En effet, Mme de Gondi, frappée de la nécessité de
prêcher des “missions“ aux pauvres campagnards, décida d’offrir une dotation à
la Communauté qui consentirait à en faire une tous les cinq ans sur ses terres.
Mais personne ne répondit, pas même le Cal Bérulle. Il faudra que St Vincent
s’y consacre lui-même, très modestement !
Cependant, le 1er Août 1617, St Vincent
quitte soudainement la maison princière : il ne fournit aucune raison
sinon un “voyage à faire !“. Il en parle cependant à Bérulle qui,
justement, cherchait un desservant pour une paroisse des Dombes (Châtillon). Il
n’y restera que quelques mois mais fera un immense travail missionnaire en
cette région soumise à l’hérésie calviniste. Comme à Clichy, il prend contact
avec les paroissiens, visite pauvres et malades, court à la recherches des
“brebis perdues.

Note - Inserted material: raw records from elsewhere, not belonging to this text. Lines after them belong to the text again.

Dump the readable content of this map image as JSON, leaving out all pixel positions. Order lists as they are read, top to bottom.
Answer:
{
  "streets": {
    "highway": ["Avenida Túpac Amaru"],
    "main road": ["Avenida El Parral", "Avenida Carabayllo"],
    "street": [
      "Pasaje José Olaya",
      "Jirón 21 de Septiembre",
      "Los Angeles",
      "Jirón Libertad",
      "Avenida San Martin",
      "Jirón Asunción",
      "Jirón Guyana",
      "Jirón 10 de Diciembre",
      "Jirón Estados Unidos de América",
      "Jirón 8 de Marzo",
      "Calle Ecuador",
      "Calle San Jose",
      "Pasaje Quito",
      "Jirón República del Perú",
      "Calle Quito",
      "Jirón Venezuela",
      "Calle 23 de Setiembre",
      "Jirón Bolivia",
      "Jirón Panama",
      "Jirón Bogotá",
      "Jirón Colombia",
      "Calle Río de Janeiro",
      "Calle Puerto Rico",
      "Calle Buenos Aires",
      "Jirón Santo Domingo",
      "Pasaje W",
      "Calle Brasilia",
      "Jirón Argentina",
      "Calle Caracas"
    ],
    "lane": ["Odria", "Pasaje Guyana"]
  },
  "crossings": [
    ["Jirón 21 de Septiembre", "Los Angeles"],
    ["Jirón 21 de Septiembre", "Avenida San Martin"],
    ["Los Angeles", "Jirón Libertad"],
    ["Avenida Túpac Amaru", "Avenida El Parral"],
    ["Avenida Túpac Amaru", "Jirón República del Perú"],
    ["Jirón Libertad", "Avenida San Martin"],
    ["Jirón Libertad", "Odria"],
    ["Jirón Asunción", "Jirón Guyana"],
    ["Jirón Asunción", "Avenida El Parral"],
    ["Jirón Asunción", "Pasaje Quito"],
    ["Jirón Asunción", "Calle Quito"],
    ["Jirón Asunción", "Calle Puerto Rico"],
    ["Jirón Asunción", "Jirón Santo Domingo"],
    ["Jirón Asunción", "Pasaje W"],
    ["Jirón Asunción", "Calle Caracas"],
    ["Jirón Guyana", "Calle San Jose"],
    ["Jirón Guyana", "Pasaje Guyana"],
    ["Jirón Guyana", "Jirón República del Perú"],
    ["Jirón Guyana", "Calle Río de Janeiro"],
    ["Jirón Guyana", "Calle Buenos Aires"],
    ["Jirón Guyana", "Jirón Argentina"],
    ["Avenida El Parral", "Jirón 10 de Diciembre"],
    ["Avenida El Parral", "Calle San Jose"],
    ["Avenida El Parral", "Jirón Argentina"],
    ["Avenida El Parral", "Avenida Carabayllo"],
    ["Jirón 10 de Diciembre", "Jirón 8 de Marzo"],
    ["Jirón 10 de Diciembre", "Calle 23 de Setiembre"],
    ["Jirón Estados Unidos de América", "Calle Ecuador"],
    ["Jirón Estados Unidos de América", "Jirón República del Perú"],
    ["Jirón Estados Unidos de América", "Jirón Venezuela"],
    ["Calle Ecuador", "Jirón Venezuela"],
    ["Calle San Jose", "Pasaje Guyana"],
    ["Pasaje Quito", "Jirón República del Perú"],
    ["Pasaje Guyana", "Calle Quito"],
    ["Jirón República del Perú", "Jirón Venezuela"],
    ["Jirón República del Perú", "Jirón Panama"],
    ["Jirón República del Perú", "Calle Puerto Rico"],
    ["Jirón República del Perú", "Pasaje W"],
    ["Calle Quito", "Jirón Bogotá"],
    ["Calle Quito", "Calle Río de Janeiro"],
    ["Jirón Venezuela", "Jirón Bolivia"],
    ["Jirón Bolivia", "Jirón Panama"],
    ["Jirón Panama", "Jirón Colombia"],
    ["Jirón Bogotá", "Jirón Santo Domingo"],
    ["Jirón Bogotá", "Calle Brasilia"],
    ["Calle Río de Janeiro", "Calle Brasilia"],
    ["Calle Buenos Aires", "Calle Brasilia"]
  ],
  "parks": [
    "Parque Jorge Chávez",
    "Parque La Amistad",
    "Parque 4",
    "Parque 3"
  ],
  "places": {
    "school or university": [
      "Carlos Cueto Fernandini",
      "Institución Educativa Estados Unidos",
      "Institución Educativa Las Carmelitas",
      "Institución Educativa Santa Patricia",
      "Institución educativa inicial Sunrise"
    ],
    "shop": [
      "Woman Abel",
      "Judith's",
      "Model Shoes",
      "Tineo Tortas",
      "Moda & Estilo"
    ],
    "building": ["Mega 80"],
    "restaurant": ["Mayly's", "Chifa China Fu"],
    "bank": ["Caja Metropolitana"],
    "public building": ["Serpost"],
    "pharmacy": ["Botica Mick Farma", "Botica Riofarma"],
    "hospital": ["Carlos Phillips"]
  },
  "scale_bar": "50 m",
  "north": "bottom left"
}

L’hérésie perd du terrain ; la paroisse revit ! La
conversion la plus notoire est celle du Comte de Rougemont, duelliste enragé,
un “franc éclaircilleur“, dira St
Vincent…
Le séjour à Châtillon, si bref fût-il, lui permet
de jeter les bases d’une Institution très importante, plus importante même que
celle dont l’aurore avait percée lors de ses prédications dans les campagnes,
près du château de Folleville dans la Somme. L’épisode est amusant. On signale
à Monsieur Vincent une maison un peu éloignée dont tous les habitants, malades,
sont dans une grande nécessité. Il s’y rend. Et sur le chemin, il rencontre des
femmes qui le devançaient ou qui revenaient… “Il y en avait tant, dira-t-il avec exagération, que vous auriez dit des processions !“.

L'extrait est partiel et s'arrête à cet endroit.